Only the lines from the top of the data through the line with "2px #887157) drop-shadow(0" should be repeated, each exactly as written.

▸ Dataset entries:
========================
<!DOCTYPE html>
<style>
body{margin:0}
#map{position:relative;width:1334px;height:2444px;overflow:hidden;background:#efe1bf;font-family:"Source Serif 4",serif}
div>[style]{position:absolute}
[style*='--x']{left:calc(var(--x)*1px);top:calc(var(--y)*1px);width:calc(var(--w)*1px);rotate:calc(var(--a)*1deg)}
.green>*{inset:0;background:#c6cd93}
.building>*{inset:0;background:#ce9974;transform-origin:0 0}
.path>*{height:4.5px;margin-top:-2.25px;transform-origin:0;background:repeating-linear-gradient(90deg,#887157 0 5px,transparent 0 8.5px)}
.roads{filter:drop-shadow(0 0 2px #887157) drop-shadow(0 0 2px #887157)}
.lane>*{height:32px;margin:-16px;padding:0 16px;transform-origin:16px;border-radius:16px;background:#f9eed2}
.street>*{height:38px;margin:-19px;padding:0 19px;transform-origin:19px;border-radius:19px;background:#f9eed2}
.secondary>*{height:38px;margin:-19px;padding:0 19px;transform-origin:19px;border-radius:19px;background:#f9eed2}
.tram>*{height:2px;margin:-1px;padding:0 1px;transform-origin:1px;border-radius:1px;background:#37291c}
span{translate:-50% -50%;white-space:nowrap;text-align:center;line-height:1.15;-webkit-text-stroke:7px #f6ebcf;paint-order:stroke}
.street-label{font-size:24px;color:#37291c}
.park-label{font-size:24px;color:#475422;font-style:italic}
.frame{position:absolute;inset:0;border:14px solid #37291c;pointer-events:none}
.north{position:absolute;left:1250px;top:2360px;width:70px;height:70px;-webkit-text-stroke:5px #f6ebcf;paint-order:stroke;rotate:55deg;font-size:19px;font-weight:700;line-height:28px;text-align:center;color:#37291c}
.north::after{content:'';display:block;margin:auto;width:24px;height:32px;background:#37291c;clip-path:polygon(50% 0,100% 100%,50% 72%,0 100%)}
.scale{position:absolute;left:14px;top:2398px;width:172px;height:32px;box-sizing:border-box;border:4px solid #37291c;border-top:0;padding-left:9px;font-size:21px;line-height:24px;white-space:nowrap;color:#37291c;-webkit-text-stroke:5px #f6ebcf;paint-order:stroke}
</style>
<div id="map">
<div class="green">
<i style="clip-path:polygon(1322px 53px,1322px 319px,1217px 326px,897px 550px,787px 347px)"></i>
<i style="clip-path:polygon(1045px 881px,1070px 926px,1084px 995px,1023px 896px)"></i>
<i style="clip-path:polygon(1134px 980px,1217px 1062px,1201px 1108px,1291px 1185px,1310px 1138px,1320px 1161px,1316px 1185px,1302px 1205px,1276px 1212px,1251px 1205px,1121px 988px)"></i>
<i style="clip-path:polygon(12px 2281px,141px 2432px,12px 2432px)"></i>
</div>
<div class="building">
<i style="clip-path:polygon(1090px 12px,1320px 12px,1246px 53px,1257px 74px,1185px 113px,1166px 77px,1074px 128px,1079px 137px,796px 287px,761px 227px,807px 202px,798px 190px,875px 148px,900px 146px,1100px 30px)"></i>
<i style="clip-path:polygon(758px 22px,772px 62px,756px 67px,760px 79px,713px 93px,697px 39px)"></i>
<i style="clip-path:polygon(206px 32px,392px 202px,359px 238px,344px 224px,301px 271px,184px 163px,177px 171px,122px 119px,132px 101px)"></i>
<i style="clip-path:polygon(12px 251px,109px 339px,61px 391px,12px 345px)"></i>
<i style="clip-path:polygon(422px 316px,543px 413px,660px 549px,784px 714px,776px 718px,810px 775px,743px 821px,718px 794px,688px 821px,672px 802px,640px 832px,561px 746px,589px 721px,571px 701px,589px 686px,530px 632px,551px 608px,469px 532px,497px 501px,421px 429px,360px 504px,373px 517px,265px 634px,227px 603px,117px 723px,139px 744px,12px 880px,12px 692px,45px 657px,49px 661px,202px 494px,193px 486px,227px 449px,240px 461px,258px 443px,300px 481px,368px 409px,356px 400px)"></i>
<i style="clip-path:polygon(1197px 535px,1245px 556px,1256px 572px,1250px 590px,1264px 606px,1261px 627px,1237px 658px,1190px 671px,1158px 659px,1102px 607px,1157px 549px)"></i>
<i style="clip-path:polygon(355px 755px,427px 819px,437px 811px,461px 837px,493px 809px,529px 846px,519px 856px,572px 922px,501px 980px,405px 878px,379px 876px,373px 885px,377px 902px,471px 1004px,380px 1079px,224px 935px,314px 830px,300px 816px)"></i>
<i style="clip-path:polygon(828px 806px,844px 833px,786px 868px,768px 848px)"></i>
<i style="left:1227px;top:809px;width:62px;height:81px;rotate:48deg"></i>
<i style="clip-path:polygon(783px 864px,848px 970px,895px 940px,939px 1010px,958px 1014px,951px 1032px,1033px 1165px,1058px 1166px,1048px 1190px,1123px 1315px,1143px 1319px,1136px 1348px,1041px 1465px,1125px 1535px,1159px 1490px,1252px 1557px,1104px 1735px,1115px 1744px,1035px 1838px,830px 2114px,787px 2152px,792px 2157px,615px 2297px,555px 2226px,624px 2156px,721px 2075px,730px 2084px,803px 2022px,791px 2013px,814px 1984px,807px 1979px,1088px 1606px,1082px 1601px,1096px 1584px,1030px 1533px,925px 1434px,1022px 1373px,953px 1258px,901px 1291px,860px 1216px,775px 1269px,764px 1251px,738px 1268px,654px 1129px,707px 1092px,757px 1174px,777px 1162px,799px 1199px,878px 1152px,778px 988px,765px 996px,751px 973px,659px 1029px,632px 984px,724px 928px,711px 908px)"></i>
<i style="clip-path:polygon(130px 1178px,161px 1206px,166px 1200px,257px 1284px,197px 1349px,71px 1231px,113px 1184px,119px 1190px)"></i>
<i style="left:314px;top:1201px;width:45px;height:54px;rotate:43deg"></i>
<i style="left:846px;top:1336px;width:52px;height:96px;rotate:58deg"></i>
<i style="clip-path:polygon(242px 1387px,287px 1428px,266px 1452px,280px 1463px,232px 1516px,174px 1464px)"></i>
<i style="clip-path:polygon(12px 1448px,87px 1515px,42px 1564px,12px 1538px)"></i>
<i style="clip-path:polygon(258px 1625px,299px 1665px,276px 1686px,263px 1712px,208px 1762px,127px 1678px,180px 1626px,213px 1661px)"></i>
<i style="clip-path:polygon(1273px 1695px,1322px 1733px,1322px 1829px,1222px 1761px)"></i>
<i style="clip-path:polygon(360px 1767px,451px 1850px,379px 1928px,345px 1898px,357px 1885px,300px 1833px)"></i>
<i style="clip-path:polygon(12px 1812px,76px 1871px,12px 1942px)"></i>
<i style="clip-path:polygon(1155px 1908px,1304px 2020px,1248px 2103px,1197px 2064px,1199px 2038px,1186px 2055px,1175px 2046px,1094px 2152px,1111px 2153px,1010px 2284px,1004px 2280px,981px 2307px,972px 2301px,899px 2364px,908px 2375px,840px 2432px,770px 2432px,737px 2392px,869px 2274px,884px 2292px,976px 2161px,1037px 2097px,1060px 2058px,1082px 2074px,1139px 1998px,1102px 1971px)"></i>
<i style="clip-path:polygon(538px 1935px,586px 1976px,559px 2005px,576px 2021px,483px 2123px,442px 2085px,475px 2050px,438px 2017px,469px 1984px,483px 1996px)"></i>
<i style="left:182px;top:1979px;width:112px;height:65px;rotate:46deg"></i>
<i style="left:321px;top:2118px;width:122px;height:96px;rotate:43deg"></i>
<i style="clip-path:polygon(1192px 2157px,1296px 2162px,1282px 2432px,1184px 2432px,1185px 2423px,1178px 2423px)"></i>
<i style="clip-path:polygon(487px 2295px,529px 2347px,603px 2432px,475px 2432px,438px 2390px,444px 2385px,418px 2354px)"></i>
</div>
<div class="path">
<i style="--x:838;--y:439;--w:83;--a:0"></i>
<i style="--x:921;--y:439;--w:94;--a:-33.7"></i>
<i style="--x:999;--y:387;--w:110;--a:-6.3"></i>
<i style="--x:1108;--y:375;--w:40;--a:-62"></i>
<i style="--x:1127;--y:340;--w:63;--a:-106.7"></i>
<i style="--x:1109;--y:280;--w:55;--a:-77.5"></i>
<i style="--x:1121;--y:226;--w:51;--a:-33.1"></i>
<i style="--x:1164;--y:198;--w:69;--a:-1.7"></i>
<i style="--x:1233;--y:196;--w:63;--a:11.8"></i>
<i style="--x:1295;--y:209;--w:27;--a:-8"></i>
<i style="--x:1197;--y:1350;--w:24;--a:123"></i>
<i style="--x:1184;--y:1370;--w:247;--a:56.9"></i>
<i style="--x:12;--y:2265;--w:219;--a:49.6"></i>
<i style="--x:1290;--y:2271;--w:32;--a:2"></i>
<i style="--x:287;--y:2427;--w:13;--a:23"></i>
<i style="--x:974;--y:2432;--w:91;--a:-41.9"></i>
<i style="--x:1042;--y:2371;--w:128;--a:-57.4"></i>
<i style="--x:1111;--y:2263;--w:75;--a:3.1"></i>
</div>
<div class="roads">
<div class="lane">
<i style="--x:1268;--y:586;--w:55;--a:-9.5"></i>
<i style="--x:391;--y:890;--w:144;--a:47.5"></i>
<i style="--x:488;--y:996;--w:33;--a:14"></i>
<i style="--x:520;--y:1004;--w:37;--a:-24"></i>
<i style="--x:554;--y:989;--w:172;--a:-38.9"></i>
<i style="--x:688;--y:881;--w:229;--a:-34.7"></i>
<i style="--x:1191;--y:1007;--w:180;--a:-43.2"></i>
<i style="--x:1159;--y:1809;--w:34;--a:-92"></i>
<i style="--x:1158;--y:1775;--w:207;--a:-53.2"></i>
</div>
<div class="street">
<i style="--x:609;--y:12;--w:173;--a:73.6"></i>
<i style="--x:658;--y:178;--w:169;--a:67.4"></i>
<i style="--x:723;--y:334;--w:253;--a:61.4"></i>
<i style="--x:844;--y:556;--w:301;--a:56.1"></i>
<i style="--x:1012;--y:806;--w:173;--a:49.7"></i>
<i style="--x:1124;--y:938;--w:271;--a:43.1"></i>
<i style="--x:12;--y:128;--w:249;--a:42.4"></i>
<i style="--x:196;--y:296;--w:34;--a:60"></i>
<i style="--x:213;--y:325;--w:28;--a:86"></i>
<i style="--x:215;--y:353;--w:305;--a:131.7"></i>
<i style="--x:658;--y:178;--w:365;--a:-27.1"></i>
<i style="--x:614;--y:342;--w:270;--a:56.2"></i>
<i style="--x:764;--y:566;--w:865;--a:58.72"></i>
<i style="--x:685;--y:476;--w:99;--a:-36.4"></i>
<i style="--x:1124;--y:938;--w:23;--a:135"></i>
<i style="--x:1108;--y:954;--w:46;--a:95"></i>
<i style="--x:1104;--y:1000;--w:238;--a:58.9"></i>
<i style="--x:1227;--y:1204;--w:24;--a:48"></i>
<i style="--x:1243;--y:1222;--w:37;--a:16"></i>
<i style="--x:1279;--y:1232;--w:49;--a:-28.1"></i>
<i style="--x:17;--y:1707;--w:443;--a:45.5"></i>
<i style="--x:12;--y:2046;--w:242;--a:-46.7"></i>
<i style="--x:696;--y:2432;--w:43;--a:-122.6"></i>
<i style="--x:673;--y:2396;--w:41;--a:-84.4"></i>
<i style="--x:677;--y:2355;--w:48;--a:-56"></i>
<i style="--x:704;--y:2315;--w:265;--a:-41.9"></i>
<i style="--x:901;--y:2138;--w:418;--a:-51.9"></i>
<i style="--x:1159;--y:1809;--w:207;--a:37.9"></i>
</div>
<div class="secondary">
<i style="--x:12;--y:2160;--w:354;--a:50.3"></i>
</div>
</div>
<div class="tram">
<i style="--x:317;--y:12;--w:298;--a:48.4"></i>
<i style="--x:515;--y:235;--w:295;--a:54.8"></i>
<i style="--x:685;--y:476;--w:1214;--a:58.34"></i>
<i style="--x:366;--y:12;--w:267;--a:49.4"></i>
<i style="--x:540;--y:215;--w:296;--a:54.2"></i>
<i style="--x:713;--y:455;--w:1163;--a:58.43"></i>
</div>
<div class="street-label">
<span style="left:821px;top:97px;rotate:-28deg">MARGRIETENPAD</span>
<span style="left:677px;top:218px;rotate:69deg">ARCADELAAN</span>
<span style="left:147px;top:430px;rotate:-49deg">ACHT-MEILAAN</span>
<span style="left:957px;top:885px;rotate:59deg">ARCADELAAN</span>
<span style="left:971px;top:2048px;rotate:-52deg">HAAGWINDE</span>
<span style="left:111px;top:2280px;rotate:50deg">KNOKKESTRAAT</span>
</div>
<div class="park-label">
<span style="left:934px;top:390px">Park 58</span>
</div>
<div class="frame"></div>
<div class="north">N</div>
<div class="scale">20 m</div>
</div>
========================
▸ Task solution:
<!DOCTYPE html>
<style>
body{margin:0}
#map{position:relative;width:1334px;height:2444px;overflow:hidden;background:#efe1bf;font-family:"Source Serif 4",serif}
div>[style]{position:absolute}
[style*='--x']{left:calc(var(--x)*1px);top:calc(var(--y)*1px);width:calc(var(--w)*1px);rotate:calc(var(--a)*1deg)}
.green>*{inset:0;background:#c6cd93}
.building>*{inset:0;background:#ce9974;transform-origin:0 0}
.path>*{height:4.5px;margin-top:-2.25px;transform-origin:0;background:repeating-linear-gradient(90deg,#887157 0 5px,transparent 0 8.5px)}
.roads{filter:drop-shadow(0 0 2px #887157) drop-shadow(0 0 2px #887157)}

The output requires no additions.